Como cera mole sobre a qual toda a pressão, ainda que leve, deixa um traço, assim a alma das crianças está exposta a todo o estímulo solicitado pela capacidade de imaginação, de fantasia, de afectividade e de instinto. Por outro lado as impressões desta idade são as que penetram mais profundamente na psicologia do ser humano e condicionam, muitas vezes de modo duradoiro, as sucessivas relações consigo mesmo, com os outros e com o ambiente. Precisamente da intuição, de quanto é delicada esta primeira fase da vida, é que já a ciência pagã tinha tirado a bem conhecida indicação pedagógica, segundo a qual «maxima debetur puero reverentia»; e é neste sentido que se evidencia, na sua severidade motivada, o aviso de Cristo: Se alguém escandalizar um só destes pequeninos que crêem em mim, seria preferível que lhe suspendessem em volta do pescoço uma mó de moinho e o lançassem nas profundezas do mar (Mt 18, 6). E certamente entre os «pequeninos», em sentido evangélico, incluem-se também e de maneira especial, as crianças.

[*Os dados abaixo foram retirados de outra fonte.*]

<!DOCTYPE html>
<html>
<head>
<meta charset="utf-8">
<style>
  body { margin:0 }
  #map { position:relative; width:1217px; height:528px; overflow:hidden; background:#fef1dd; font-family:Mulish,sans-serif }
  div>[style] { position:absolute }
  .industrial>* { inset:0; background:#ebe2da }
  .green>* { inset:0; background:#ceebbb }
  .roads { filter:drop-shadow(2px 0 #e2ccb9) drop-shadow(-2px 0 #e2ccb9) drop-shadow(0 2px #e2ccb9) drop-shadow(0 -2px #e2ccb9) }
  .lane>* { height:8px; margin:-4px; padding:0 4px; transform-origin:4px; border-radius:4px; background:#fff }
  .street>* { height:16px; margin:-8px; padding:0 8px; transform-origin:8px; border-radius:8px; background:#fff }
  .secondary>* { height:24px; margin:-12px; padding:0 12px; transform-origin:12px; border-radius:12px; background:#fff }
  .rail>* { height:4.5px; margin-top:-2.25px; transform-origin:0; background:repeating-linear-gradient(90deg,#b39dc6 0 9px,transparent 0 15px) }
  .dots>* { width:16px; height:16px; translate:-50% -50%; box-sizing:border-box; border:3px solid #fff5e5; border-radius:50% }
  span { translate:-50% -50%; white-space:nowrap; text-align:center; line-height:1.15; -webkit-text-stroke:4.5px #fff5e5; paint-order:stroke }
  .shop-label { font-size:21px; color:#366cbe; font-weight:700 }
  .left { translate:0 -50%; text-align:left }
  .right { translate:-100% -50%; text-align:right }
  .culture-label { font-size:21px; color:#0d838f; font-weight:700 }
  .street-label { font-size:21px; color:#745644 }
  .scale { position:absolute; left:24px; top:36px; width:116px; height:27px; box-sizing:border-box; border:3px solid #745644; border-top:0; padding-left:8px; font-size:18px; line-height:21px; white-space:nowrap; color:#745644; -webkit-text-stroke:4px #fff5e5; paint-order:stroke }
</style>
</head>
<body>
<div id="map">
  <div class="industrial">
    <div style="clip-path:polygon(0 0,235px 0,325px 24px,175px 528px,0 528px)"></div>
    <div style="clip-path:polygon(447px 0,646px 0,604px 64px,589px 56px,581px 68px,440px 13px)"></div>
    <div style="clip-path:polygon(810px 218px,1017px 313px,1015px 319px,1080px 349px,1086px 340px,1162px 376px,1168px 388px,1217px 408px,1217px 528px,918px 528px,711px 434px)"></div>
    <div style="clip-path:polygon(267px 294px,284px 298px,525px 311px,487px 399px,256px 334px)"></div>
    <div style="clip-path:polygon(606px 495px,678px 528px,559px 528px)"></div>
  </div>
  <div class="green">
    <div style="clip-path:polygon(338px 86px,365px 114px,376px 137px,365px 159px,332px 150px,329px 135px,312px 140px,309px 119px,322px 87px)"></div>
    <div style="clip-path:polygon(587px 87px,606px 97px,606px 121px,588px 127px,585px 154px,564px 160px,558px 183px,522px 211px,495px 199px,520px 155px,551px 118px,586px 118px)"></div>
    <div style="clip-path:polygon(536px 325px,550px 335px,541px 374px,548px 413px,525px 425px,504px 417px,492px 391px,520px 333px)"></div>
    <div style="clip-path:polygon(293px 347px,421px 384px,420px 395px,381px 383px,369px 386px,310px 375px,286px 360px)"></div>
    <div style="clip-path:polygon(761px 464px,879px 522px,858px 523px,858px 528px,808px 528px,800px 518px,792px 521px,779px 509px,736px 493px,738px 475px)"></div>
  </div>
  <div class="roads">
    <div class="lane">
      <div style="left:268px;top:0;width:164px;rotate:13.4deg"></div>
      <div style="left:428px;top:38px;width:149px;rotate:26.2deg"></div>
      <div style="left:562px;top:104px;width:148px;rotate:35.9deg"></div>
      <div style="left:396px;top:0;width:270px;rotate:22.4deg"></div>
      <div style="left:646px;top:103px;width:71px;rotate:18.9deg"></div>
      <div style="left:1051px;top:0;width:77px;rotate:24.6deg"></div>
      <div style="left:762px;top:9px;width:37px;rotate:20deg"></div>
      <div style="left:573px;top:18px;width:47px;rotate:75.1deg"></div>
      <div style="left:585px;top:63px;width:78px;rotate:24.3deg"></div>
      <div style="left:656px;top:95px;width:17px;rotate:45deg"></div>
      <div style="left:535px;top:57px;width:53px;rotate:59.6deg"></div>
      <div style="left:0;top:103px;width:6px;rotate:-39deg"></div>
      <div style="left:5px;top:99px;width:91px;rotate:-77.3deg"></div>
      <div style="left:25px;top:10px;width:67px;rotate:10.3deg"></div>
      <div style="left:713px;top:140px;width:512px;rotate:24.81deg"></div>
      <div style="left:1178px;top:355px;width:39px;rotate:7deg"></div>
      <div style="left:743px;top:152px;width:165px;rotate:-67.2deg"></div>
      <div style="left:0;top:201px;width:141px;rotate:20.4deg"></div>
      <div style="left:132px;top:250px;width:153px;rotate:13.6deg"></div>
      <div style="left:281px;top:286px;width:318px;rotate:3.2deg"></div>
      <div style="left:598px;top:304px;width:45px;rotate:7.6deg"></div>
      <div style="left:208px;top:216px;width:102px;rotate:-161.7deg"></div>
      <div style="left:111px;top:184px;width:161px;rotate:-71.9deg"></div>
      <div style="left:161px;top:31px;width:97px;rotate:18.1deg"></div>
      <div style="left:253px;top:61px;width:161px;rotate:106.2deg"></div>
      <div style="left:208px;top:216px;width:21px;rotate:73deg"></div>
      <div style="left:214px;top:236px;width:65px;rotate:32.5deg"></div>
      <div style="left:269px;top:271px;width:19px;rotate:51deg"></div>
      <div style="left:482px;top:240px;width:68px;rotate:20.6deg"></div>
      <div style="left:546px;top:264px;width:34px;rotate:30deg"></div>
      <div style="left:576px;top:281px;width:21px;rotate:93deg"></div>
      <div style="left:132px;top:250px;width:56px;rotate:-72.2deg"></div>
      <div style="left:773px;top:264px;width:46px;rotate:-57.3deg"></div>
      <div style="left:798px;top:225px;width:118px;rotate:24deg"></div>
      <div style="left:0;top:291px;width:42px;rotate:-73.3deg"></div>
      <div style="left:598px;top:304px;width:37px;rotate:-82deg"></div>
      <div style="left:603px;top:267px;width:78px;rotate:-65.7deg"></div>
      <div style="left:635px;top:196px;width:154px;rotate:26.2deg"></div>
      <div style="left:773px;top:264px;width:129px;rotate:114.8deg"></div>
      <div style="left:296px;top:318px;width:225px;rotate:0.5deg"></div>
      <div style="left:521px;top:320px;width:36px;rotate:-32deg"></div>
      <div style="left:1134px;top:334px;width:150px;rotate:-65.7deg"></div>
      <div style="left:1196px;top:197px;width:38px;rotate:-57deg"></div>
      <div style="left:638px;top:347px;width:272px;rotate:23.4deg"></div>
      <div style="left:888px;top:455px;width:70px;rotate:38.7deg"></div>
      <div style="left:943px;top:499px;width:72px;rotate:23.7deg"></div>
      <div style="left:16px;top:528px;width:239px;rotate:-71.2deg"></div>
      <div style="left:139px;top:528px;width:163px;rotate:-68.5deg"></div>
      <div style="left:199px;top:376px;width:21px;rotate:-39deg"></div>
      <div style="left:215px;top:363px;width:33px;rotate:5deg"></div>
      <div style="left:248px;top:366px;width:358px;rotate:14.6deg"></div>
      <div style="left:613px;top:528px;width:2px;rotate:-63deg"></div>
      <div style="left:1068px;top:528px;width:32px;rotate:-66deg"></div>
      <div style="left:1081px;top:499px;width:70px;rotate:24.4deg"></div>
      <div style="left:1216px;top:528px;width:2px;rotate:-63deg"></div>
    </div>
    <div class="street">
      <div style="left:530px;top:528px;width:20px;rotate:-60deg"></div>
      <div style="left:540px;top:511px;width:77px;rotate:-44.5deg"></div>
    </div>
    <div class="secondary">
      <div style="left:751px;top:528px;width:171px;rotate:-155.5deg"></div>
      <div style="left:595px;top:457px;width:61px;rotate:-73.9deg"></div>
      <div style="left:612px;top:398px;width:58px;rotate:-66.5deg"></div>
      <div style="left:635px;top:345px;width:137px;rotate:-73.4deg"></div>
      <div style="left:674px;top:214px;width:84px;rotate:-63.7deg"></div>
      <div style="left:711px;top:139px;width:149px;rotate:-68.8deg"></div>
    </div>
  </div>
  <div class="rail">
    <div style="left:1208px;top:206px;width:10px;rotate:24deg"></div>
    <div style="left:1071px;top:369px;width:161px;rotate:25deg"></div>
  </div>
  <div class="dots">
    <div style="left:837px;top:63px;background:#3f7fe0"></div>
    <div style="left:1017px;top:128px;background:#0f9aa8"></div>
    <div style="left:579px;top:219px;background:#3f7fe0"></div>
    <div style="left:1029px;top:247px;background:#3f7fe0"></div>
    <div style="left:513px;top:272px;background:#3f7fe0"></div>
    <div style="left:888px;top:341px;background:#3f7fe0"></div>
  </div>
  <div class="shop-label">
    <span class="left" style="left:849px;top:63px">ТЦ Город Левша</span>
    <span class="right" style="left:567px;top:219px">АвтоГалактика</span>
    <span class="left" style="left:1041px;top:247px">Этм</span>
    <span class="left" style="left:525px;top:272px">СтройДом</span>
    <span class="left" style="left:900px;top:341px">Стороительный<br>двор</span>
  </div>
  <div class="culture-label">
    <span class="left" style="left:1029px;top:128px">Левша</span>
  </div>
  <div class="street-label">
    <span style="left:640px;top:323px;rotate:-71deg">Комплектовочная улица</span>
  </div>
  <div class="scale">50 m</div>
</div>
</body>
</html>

O exemplo de Cristo deve ser normativo para o crente, que deseja inspirar a sua própria vida no Evangelho. Ora Jesus apresenta-se-nos como aquele que acolhe amorosamente as crianças (Cfr. Mc. 10, 16), defende o desejo espontâneo que elas têm de se aproximar dele (Cfr. Mc 10, 14), louva a típica e confiante simplicidade delas, porque merecedora do Reino (Cfr. Mt 18, 3-4), e sublinha a transparência interior que tão facilmente as predispõe para a experiência de Deus (Cfr. Mt 18, 10).

Ele não hesita em estabelecer uma equação surpreendente: Quem receber um menino como este em Meu nome é a Mim que recebe (Mt 18, 5). Como tive ocasião de escrever recentemente «O Senhor identifica-se com o mundo dos pequenos (...). Não os domina, não os instrumentaliza; chama-os e fá-los entrar no seu projecto de salvação do mundo» (Cfr. João Paulo II, Mensagem ao Presidente da Pontifícia Obra da Infância Missionária).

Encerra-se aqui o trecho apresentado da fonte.